1971 meeting of the Local Council of the Russian Orthodox Church was the third in the history of the Russian Orthodox Church, and second in the second patriarchal period (since 1917), which took place from May 30 to June 2, 1971, in the Trinity Lavra of St. Sergius. The Local Council meeting was held in connection with the need to elect a new primate of the Church after the death of Patriarch Alexy I. Metropolitan Pimen of Krutitsy and Kolomna, locum tenens of the patriarchal throne was elected new patriarch. Another important act of the council was the abolition of the anathema on the old rites that was issued by the Great Moscow Council of 1667, thus recognizing full communion to the Old Believers.

==Background==
On 17 April 1970, Patriarch Alexy I died. On 12 June, the Council for Religious Affairs received permission from the CPSU Central Committee to open the council. However, the authorities did not allow the council to be held in the year of the centenary of the birth of Vladimir Lenin. The decision to convene the council was adopted on 25 June 1970, by the Holy Synod of the Russian Orthodox Church. The commission on the preparation of the Council consisted of 16 people, including two lay persons.

==Composition==
The Local Council of 1971 was the most representative of the councils that met in the post-revolution period. It was attended by the heads of six, and representatives of five other autocephalous churches of the Eastern Orthodox world, and the heads of all three autonomous Eastern Orthodox churches, as well as the leaders of several ecumenical organizations: World Council of Churches, Christian Peace Conference, Conference of European Churches and other representatives of the non-Orthodox churches.

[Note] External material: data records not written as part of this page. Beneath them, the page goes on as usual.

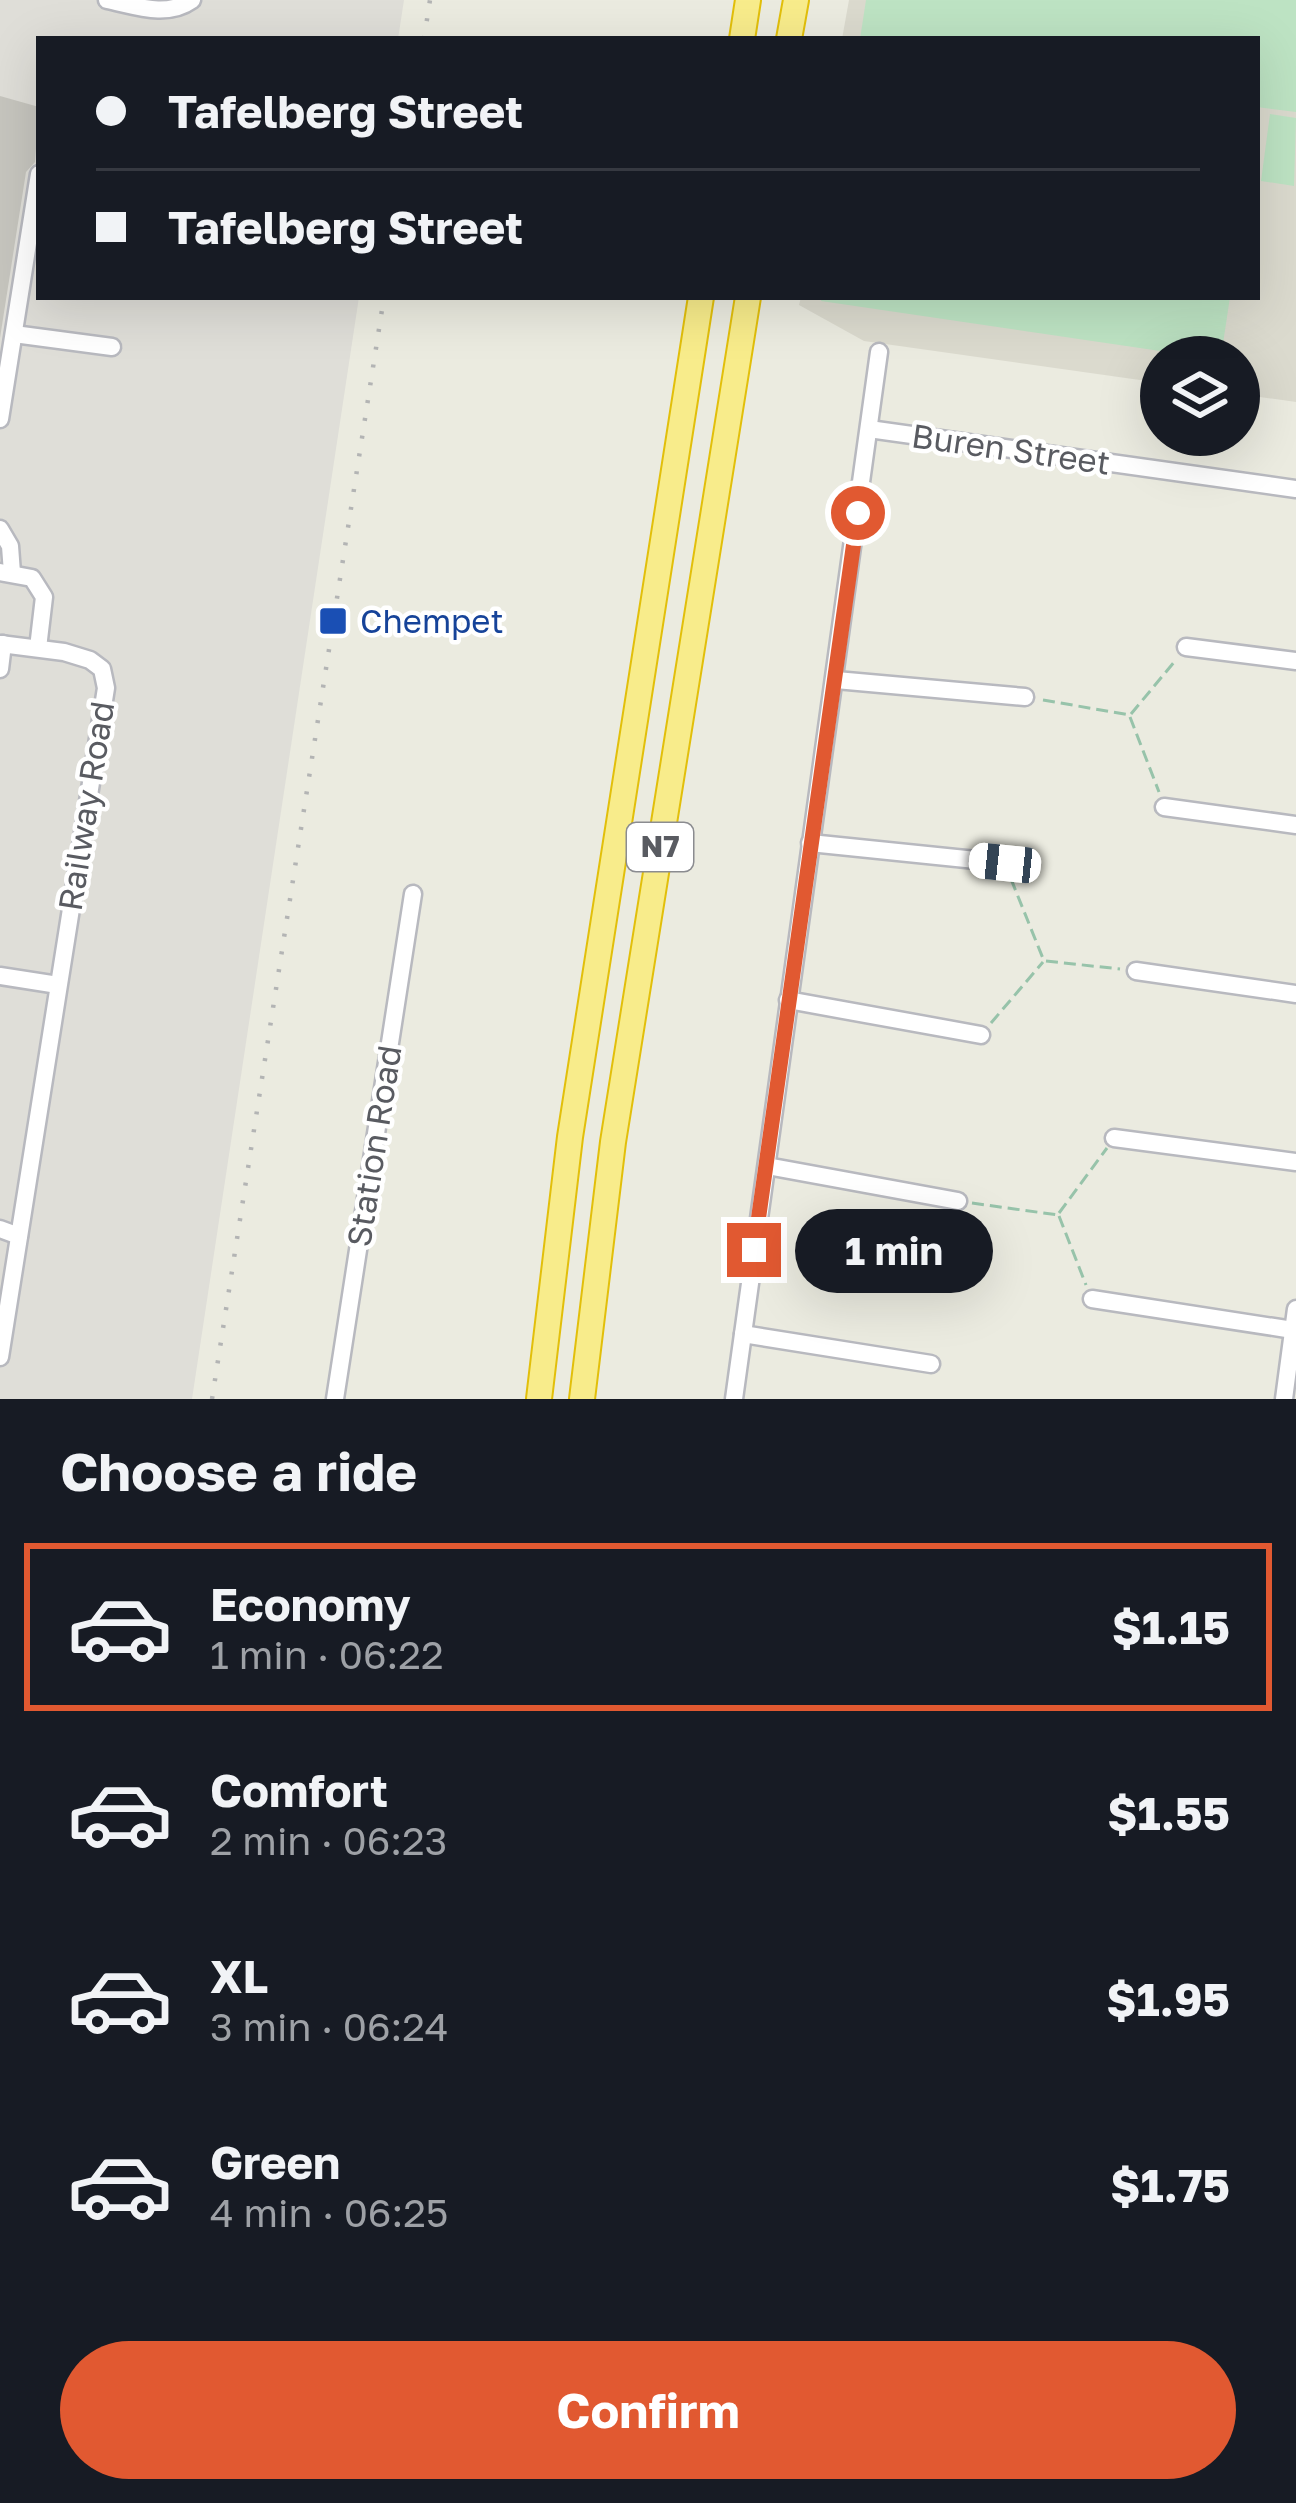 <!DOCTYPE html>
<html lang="en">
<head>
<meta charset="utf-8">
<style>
	:root { --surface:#171b24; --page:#20242c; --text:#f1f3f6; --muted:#9ea1a6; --line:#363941; --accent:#e15931 }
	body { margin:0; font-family:"Golos Text",sans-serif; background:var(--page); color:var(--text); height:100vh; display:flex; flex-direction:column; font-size:45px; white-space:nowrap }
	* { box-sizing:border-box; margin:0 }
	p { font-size:39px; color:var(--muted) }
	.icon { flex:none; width:66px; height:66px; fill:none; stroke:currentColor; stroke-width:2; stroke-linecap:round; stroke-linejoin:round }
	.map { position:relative; height:1399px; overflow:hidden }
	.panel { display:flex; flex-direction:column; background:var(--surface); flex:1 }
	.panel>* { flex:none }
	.top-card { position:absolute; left:36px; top:36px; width:1224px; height:264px; border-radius:0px; box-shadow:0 12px 48px #0002; display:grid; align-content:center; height:264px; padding:0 60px; background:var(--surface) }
	.fabs { position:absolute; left:1140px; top:336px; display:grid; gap:24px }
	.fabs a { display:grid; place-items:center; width:120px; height:120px; border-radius:50%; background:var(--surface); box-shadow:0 12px 48px #0002; font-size:60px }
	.end { position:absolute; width:54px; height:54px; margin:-27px; border:15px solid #e15931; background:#fff; box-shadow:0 0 0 6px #fff }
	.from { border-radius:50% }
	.bubble { position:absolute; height:84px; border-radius:42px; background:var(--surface); box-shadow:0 12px 48px #0002; font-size:39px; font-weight:700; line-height:84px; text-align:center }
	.car { position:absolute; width:36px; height:72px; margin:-36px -18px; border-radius:15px; box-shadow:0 0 9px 3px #0007; background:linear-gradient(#fff 24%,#345 0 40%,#fff 0 76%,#345 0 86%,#fff 0) }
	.top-card b { display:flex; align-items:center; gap:42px; height:114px; font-size:45px }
	.top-card b+b { border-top:3px solid var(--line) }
	.top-card i { width:30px; height:30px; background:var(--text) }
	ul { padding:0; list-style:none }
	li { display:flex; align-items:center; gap:36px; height:168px; margin:0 24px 18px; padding:0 36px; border:6px solid transparent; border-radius:0px }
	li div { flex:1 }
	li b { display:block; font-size:45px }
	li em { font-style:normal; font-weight:700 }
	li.current { border-color:var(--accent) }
	li>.icon { width:108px; height:108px; stroke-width:1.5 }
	h2 { padding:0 60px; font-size:54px; line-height:144px }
	.button { display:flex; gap:24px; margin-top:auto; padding:24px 60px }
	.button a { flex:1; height:138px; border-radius:72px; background:var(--accent); color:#fff; font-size:48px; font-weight:700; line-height:138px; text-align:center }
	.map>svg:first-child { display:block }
</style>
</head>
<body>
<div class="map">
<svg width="1296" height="1399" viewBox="0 0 1296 1399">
	<rect width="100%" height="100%" fill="#ebebe0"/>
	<polygon fill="#dfded8" points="0,0 404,0 398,39 39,39 39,297 359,297 192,1399 0,1399"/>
	<polygon fill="#dbdace" points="849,0 1296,0 1296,402 1239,394 1239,357 1161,357 1161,383 864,341 799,305 801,297 1257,297 1257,39 842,39"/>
	<g fill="#bde3c3">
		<polygon points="866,0 1296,0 1296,112 1257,107 1257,39 860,39"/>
		<polygon points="1270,114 1296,118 1294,186 1261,181"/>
		<polygon points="822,297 1230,297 1221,357 1201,357 821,301"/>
	</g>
	<polygon fill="#c6c5be" points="0,96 39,107 35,162 26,172 0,338"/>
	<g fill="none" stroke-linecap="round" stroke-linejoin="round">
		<g stroke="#b8b9bf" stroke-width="21">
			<g id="minor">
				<path d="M107,0c29,6 60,18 85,0"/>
				<polyline points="14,334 112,347"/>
				<polyline points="0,419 39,174"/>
				<polyline points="869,429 1296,489"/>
				<polyline points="0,529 10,546 12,573"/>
				<polyline points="0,572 32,578 44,597 38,648"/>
				<polyline points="0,644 64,652 90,660 102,669 106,688 0,1357"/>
				<polyline points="1186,647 1296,661"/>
				<polyline points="0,669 3,644"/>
				<polyline points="836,680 1025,697"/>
				<polyline points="1164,807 1296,825"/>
				<polyline points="810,843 1005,863"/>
				<polyline points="1136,971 1296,994"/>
				<polyline points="0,976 58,985"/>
				<polyline points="788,1000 981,1035"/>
				<polyline points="1114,1138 1296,1162"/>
				<polyline points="767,1166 958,1201"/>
				<polyline points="0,1229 19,1236"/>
				<polyline points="1092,1299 1293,1330"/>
				<polyline points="743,1334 931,1364"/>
				<polyline points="335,1399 413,894"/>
				<polyline points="734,1399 879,352"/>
				<polyline points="1284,1399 1296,1309"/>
			</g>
		</g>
		<g stroke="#e2bf0a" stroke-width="28">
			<g id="highway">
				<polyline points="742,39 748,0"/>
				<polyline points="789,39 796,0"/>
				<polyline points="539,1399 570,1137 701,297"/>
				<polyline points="582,1399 613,1142 748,297"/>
			</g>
		</g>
		<g stroke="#97c3aa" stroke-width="3" stroke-dasharray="12 6" stroke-linecap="butt">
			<polyline points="1043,700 1130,715"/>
			<polyline points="1131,714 1175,661"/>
			<polyline points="1130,717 1159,792"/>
			<polyline points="1011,879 1044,961"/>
			<polyline points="1046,961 1120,969"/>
			<polyline points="991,1023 1043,962"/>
			<polyline points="972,1203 1058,1215"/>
			<polyline points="1059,1213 1107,1148"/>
			<polyline points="1059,1216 1086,1285"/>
		</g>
		<use href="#minor" stroke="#fff" stroke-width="16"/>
		<use href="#highway" stroke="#f8ec8b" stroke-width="24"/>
		<g stroke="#b3b4b4" stroke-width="4.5" stroke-dasharray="3 15" stroke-linecap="butt">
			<polyline points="424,39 430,0"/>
			<polyline points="212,1399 384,297"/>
		</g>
	</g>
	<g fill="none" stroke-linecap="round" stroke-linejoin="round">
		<polyline stroke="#e15931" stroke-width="15" points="754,1250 858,513"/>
	</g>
	<rect fill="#1a4fb4" stroke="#fff" stroke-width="4.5" x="318" y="606" width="30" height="30" rx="6"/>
	<g text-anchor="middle" stroke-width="9" stroke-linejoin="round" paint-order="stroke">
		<rect fill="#fff" stroke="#8b8c90" stroke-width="3" x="627" y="823" width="66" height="48" rx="9"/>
		<g font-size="30" font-weight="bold" fill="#595b61">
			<text x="660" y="857">N7</text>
		</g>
		<g font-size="33" fill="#595b61" stroke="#fff">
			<text transform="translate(1011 449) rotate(8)" y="12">Buren Street</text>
			<text transform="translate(86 806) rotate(-81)" y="12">Railway Road</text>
			<text transform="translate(374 1146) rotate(-81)" y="12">Station Road</text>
		</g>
		<g font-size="33" fill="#164399" stroke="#fff" text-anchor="start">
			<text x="360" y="633">Chempet</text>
		</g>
	</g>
</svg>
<div class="fabs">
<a><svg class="icon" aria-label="layers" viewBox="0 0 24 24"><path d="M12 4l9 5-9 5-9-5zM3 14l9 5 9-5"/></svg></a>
</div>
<i class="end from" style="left:858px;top:513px"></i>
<i class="end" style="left:754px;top:1250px"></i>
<div class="bubble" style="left:795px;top:1209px;width:198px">1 min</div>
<i class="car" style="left:1005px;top:863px;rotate:276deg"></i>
<div class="top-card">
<b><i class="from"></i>Tafelberg Street</b>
<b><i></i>Tafelberg Street</b>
</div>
</div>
<section class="panel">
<h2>Choose a ride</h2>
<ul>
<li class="current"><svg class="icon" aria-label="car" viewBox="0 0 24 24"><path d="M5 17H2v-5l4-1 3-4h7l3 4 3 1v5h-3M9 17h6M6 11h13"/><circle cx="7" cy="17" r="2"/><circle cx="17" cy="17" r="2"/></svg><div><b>Economy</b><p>1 min · 06:22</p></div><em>$1.15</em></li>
<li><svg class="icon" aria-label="car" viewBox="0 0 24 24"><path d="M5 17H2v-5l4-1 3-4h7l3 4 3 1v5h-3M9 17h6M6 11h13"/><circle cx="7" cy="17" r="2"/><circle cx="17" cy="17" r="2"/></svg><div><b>Comfort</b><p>2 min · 06:23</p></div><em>$1.55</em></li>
<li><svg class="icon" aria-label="car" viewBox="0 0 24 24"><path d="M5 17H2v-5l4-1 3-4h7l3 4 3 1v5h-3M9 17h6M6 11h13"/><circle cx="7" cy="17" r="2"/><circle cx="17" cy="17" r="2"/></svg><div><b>XL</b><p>3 min · 06:24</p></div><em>$1.95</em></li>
<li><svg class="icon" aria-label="car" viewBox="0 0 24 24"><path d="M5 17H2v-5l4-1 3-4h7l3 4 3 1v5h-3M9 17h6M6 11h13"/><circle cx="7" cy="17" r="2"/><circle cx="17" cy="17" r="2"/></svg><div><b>Green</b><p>4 min · 06:25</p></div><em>$1.75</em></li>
</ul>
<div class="button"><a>Confirm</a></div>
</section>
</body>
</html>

Council has 234 members, including 72 bishops of the Russian Orthodox Church, 84 representatives of the clergy and 78 lay faithful. In addition, 25 foreign nationals were present in the meeting, representing 124 foreign parishes of the Moscow Patriarchate.

==Meeting==
Participants heard and discussed the report of the Patriarchal locum tenens Metropolitan Pimen, "The life and work of the Russian Orthodox Church". The reports and speeches of participants positively evaluated relation between the Russian Orthodox Church and the socialist political system, domestic and foreign policy of the Soviet government. Satisfaction was expressed towards the existing legislation on religious life, the relations between Church and State, expressed commitment to the episcopate and clergy to continue to develop "good relations with our country". The Council unanimously approved the anti-canonical changes in the Regulations on the Administration of the ROC imposed by the Council for the Affairs of the ROC on the Bishops' Council of 1961. Local Council granted autocephaly to the Orthodox Church in America and autonomy to the Japanese Orthodox Church, and also ordered church leaders to take "the necessary canonical sanctions" to the leadership of the Russian Orthodox Church Abroad.